**PROBLEM TO SOLVE**. Your answer should be the entries, repeated exactly.

[Stored items]
+===+

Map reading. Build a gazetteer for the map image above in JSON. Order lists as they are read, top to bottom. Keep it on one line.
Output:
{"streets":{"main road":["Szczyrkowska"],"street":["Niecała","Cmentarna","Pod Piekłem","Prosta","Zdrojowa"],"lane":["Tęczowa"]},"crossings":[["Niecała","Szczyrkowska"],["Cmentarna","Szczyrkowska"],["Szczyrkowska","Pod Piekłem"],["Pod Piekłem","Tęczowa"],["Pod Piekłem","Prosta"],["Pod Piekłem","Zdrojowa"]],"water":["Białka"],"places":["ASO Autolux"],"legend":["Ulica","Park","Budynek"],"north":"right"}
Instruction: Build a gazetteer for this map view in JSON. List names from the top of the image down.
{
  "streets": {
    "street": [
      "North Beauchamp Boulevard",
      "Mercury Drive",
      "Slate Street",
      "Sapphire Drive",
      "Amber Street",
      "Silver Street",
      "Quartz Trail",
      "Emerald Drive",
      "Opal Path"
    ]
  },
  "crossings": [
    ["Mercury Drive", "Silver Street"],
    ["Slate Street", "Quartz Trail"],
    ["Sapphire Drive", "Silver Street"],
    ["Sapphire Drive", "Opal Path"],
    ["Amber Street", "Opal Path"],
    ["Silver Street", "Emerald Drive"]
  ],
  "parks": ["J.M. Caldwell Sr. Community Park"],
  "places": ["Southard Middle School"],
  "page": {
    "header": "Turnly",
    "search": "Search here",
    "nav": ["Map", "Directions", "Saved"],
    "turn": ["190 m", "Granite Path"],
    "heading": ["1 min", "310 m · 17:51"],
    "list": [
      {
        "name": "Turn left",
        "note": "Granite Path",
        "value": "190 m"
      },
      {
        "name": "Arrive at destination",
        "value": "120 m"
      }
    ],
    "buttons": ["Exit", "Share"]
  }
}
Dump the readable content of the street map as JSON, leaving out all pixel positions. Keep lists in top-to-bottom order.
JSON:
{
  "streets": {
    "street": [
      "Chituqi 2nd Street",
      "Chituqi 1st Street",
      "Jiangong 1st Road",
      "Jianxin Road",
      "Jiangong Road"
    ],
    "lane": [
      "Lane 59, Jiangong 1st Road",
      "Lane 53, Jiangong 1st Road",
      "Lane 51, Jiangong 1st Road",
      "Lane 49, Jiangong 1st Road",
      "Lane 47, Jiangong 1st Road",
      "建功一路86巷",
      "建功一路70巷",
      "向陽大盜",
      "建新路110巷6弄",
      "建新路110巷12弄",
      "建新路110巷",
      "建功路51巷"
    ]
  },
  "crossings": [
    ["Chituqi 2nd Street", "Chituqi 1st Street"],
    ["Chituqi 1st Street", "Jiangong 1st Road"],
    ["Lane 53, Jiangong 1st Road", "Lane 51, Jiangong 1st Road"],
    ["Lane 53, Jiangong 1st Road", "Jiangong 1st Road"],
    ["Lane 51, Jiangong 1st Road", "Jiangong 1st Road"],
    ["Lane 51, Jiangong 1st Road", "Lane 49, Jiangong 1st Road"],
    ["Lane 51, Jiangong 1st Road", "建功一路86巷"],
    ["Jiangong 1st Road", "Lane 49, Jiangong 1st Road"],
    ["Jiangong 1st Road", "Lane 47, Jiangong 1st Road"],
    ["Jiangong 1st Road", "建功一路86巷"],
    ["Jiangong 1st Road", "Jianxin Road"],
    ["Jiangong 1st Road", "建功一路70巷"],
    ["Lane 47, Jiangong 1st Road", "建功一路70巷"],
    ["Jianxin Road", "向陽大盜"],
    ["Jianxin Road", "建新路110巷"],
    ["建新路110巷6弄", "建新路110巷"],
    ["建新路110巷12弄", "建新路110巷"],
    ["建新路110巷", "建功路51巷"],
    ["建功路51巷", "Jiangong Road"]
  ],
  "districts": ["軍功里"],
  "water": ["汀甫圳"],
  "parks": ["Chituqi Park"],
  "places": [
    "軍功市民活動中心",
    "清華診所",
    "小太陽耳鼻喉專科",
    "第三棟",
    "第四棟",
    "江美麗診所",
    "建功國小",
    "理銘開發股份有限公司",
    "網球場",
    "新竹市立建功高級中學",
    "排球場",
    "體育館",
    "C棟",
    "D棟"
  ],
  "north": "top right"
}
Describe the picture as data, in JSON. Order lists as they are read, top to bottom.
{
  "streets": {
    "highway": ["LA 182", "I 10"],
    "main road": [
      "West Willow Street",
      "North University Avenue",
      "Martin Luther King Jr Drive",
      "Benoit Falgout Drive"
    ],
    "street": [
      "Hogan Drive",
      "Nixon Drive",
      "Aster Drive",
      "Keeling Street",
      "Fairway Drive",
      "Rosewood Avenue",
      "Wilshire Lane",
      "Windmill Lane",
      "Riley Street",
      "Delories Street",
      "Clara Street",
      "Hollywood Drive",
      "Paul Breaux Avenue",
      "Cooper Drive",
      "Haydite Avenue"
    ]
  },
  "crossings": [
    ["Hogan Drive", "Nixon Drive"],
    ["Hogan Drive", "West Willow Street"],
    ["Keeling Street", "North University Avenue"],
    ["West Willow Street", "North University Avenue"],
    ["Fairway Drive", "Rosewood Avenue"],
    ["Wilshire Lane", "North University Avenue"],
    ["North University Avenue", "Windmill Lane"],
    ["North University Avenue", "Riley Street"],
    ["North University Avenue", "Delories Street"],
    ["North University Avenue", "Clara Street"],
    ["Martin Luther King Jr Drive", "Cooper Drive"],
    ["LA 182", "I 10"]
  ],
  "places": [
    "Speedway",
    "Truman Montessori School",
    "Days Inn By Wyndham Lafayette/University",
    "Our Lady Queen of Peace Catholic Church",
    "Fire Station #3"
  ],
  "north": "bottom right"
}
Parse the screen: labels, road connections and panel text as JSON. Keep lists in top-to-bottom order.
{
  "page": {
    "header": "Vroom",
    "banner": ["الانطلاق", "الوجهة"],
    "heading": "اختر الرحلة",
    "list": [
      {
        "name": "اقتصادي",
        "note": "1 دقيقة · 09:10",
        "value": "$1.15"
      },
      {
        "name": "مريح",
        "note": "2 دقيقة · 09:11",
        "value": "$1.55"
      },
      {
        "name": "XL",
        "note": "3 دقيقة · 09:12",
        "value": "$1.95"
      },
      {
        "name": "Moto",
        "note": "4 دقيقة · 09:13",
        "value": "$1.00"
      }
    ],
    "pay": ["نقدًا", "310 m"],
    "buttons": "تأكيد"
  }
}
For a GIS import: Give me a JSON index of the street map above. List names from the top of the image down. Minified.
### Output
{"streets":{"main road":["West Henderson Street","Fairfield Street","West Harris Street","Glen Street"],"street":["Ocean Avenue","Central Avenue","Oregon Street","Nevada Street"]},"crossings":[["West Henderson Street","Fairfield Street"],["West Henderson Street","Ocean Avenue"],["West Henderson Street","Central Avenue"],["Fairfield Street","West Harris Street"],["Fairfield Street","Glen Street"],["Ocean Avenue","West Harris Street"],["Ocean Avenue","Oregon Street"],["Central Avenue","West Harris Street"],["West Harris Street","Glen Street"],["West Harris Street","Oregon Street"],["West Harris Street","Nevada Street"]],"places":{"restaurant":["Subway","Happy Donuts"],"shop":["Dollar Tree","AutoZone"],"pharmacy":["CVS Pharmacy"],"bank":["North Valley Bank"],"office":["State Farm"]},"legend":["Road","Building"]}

+===+

**EXERCISE RESPONSE**.
Map reading. Build a gazetteer for the map image above in JSON. Order lists as they are read, top to bottom. Keep it on one line.
Output:
{"streets":{"main road":["Szczyrkowska"],"street":["Niecała","Cmentarna","Pod Piekłem","Prosta","Zdrojowa"],"lane":["Tęczowa"]},"crossings":[["Niecała","Szczyrkowska"],["Cmentarna","Szczyrkowska"],["Szczyrkowska","Pod Piekłem"],["Pod Piekłem","Tęczowa"],["Pod Piekłem","Prosta"],["Pod Piekłem","Zdrojowa"]],"water":["Białka"],"places":["ASO Autolux"],"legend":["Ulica","Park","Budynek"],"north":"right"}
Instruction: Build a gazetteer for this map view in JSON. List names from the top of the image down.
{
  "streets": {
    "street": [
      "North Beauchamp Boulevard",
      "Mercury Drive",
      "Slate Street",
      "Sapphire Drive",
      "Amber Street",
      "Silver Street",
      "Quartz Trail",
      "Emerald Drive",
      "Opal Path"
    ]
  },
  "crossings": [
    ["Mercury Drive", "Silver Street"],
    ["Slate Street", "Quartz Trail"],
    ["Sapphire Drive", "Silver Street"],
    ["Sapphire Drive", "Opal Path"],
    ["Amber Street", "Opal Path"],
    ["Silver Street", "Emerald Drive"]
  ],
  "parks": ["J.M. Caldwell Sr. Community Park"],
  "places": ["Southard Middle School"],
  "page": {
    "header": "Turnly",
    "search": "Search here",
    "nav": ["Map", "Directions", "Saved"],
    "turn": ["190 m", "Granite Path"],
    "heading": ["1 min", "310 m · 17:51"],
    "list": [
      {
        "name": "Turn left",
        "note": "Granite Path",
        "value": "190 m"
      },
      {
        "name": "Arrive at destination",
        "value": "120 m"
      }
    ],
    "buttons": ["Exit", "Share"]
  }
}
Dump the readable content of the street map as JSON, leaving out all pixel positions. Keep lists in top-to-bottom order.
JSON:
{
  "streets": {
    "street": [
      "Chituqi 2nd Street",
      "Chituqi 1st Street",
      "Jiangong 1st Road",
      "Jianxin Road",
      "Jiangong Road"
    ],
    "lane": [
      "Lane 59, Jiangong 1st Road",
      "Lane 53, Jiangong 1st Road",
      "Lane 51, Jiangong 1st Road",
      "Lane 49, Jiangong 1st Road",
      "Lane 47, Jiangong 1st Road",
      "建功一路86巷",
      "建功一路70巷",
      "向陽大盜",
      "建新路110巷6弄",
      "建新路110巷12弄",
      "建新路110巷",
      "建功路51巷"
    ]
  },
  "crossings": [
    ["Chituqi 2nd Street", "Chituqi 1st Street"],
    ["Chituqi 1st Street", "Jiangong 1st Road"],
    ["Lane 53, Jiangong 1st Road", "Lane 51, Jiangong 1st Road"],
    ["Lane 53, Jiangong 1st Road", "Jiangong 1st Road"],
    ["Lane 51, Jiangong 1st Road", "Jiangong 1st Road"],
    ["Lane 51, Jiangong 1st Road", "Lane 49, Jiangong 1st Road"],
    ["Lane 51, Jiangong 1st Road", "建功一路86巷"],
    ["Jiangong 1st Road", "Lane 49, Jiangong 1st Road"],
    ["Jiangong 1st Road", "Lane 47, Jiangong 1st Road"],
    ["Jiangong 1st Road", "建功一路86巷"],
    ["Jiangong 1st Road", "Jianxin Road"],
    ["Jiangong 1st Road", "建功一路70巷"],
    ["Lane 47, Jiangong 1st Road", "建功一路70巷"],
    ["Jianxin Road", "向陽大盜"],
    ["Jianxin Road", "建新路110巷"],
    ["建新路110巷6弄", "建新路110巷"],
    ["建新路110巷12弄", "建新路110巷"],
    ["建新路110巷", "建功路51巷"],
    ["建功路51巷", "Jiangong Road"]
  ],
  "districts": ["軍功里"],
  "water": ["汀甫圳"],
  "parks": ["Chituqi Park"],
  "places": [
    "軍功市民活動中心",
    "清華診所",
    "小太陽耳鼻喉專科",
    "第三棟",
    "第四棟",
    "江美麗診所",
    "建功國小",
    "理銘開發股份有限公司",
    "網球場",
    "新竹市立建功高級中學",
    "排球場",
    "體育館",
    "C棟",
    "D棟"
  ],
  "north": "top right"
}
Describe the picture as data, in JSON. Order lists as they are read, top to bottom.
{
  "streets": {
    "highway": ["LA 182", "I 10"],
    "main road": [
      "West Willow Street",
      "North University Avenue",
      "Martin Luther King Jr Drive",
      "Benoit Falgout Drive"
    ],
    "street": [
      "Hogan Drive",
      "Nixon Drive",
      "Aster Drive",
      "Keeling Street",
      "Fairway Drive",
      "Rosewood Avenue",
      "Wilshire Lane",
      "Windmill Lane",
      "Riley Street",
      "Delories Street",
      "Clara Street",
      "Hollywood Drive",
      "Paul Breaux Avenue",
      "Cooper Drive",
      "Haydite Avenue"
    ]
  },
  "crossings": [
    ["Hogan Drive", "Nixon Drive"],
    ["Hogan Drive", "West Willow Street"],
    ["Keeling Street", "North University Avenue"],
    ["West Willow Street", "North University Avenue"],
    ["Fairway Drive", "Rosewood Avenue"],
    ["Wilshire Lane", "North University Avenue"],
    ["North University Avenue", "Windmill Lane"],
    ["North University Avenue", "Riley Street"],
    ["North University Avenue", "Delories Street"],
    ["North University Avenue", "Clara Street"],
    ["Martin Luther King Jr Drive", "Cooper Drive"],
    ["LA 182", "I 10"]
  ],
  "places": [
    "Speedway",
    "Truman Montessori School",
    "Days Inn By Wyndham Lafayette/University",
    "Our Lady Queen of Peace Catholic Church",
    "Fire Station #3"
  ],
  "north": "bottom right"
}
Parse the screen: labels, road connections and panel text as JSON. Keep lists in top-to-bottom order.
{
  "page": {
    "header": "Vroom",
    "banner": ["الانطلاق", "الوجهة"],
    "heading": "اختر الرحلة",
    "list": [
      {
        "name": "اقتصادي",
        "note": "1 دقيقة · 09:10",
        "value": "$1.15"
      },
      {
        "name": "مريح",
        "note": "2 دقيقة · 09:11",
        "value": "$1.55"
      },
      {
        "name": "XL",
        "note": "3 دقيقة · 09:12",
        "value": "$1.95"
      },
      {
        "name": "Moto",
        "note": "4 دقيقة · 09:13",
        "value": "$1.00"
      }
    ],
    "pay": ["نقدًا", "310 m"],
    "buttons": "تأكيد"
  }
}
For a GIS import: Give me a JSON index of the street map above. List names from the top of the image down. Minified.
### Output
{"streets":{"main road":["West Henderson Street","Fairfield Street","West Harris Street","Glen Street"],"street":["Ocean Avenue","Central Avenue","Oregon Street","Nevada Street"]},"crossings":[["West Henderson Street","Fairfield Street"],["West Henderson Street","Ocean Avenue"],["West Henderson Street","Central Avenue"],["Fairfield Street","West Harris Street"],["Fairfield Street","Glen Street"],["Ocean Avenue","West Harris Street"],["Ocean Avenue","Oregon Street"],["Central Avenue","West Harris Street"],["West Harris Street","Glen Street"],["West Harris Street","Oregon Street"],["West Harris Street","Nevada Street"]],"places":{"restaurant":["Subway","Happy Donuts"],"shop":["Dollar Tree","AutoZone"],"pharmacy":["CVS Pharmacy"],"bank":["North Valley Bank"],"office":["State Farm"]},"legend":["Road","Building"]}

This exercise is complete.